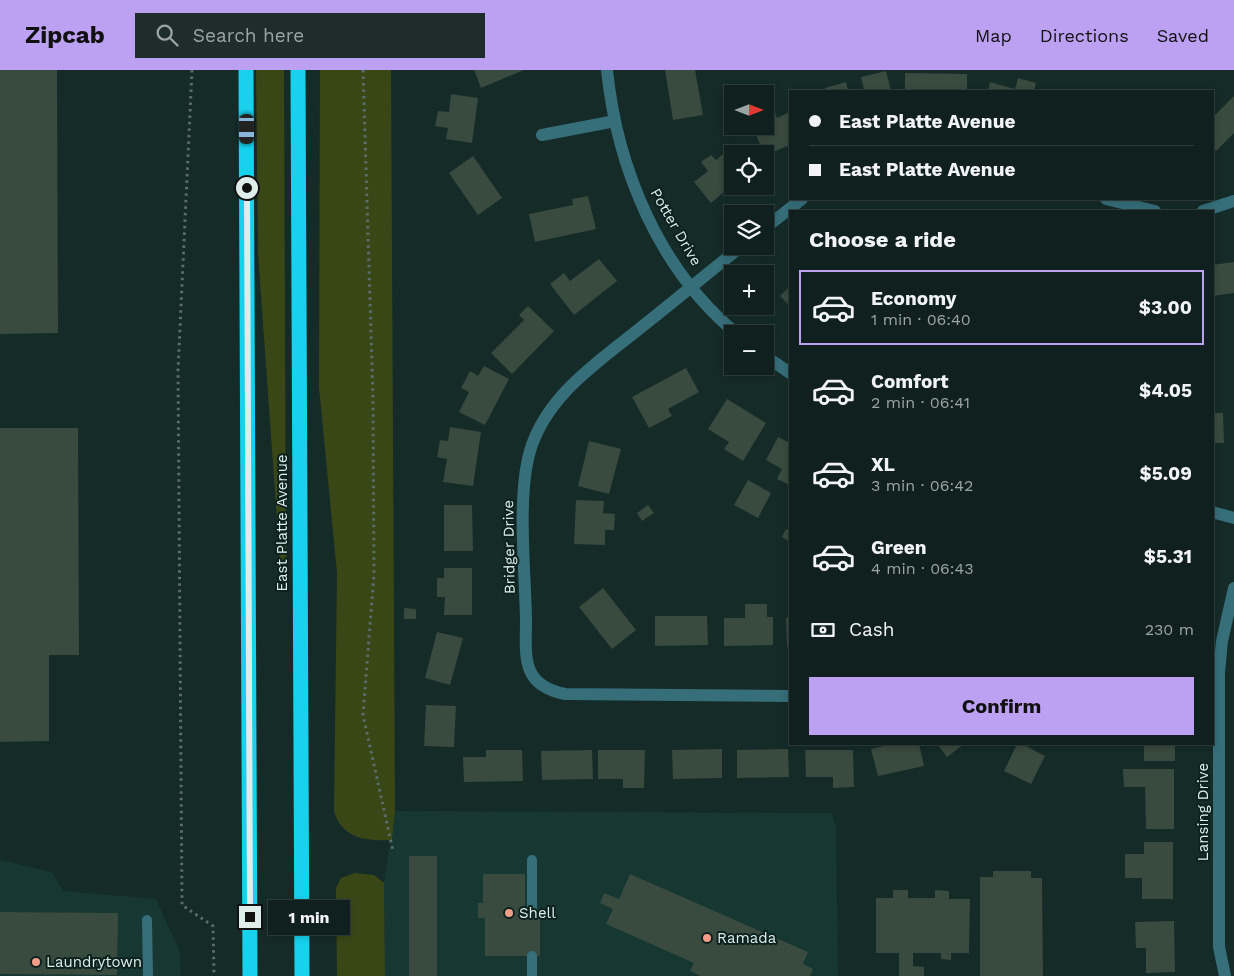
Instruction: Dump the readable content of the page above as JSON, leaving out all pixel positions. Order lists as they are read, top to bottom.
{
  "streets": {
    "highway": ["East Platte Avenue"],
    "street": ["Potter Drive", "Bridger Drive", "Lansing Drive"]
  },
  "crossings": [
    ["Potter Drive", "Bridger Drive"]
  ],
  "places": ["Shell", "Ramada", "Laundrytown"],
  "north": "right",
  "page": {
    "header": "Zipcab",
    "search": "Search here",
    "nav": ["Map", "Directions", "Saved"],
    "map_buttons": ["+", "−"],
    "banner": ["East Platte Avenue", "East Platte Avenue"],
    "heading": "Choose a ride",
    "list": [
      {
        "name": "Economy",
        "note": "1 min · 06:40",
        "value": "$3.00"
      },
      {
        "name": "Comfort",
        "note": "2 min · 06:41",
        "value": "$4.05"
      },
      {
        "name": "XL",
        "note": "3 min · 06:42",
        "value": "$5.09"
      },
      {
        "name": "Green",
        "note": "4 min · 06:43",
        "value": "$5.31"
      }
    ],
    "pay": ["Cash", "230 m"],
    "buttons": "Confirm",
    "bubble": "1 min"
  }
}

→ What is being asked
The lines sought are those in the data above that include the string "page"; copy each one.

→ Result
Instruction: Dump the readable content of the page above as JSON, leaving out all pixel positions. Order lists as they are read, top to bottom.
  "page": {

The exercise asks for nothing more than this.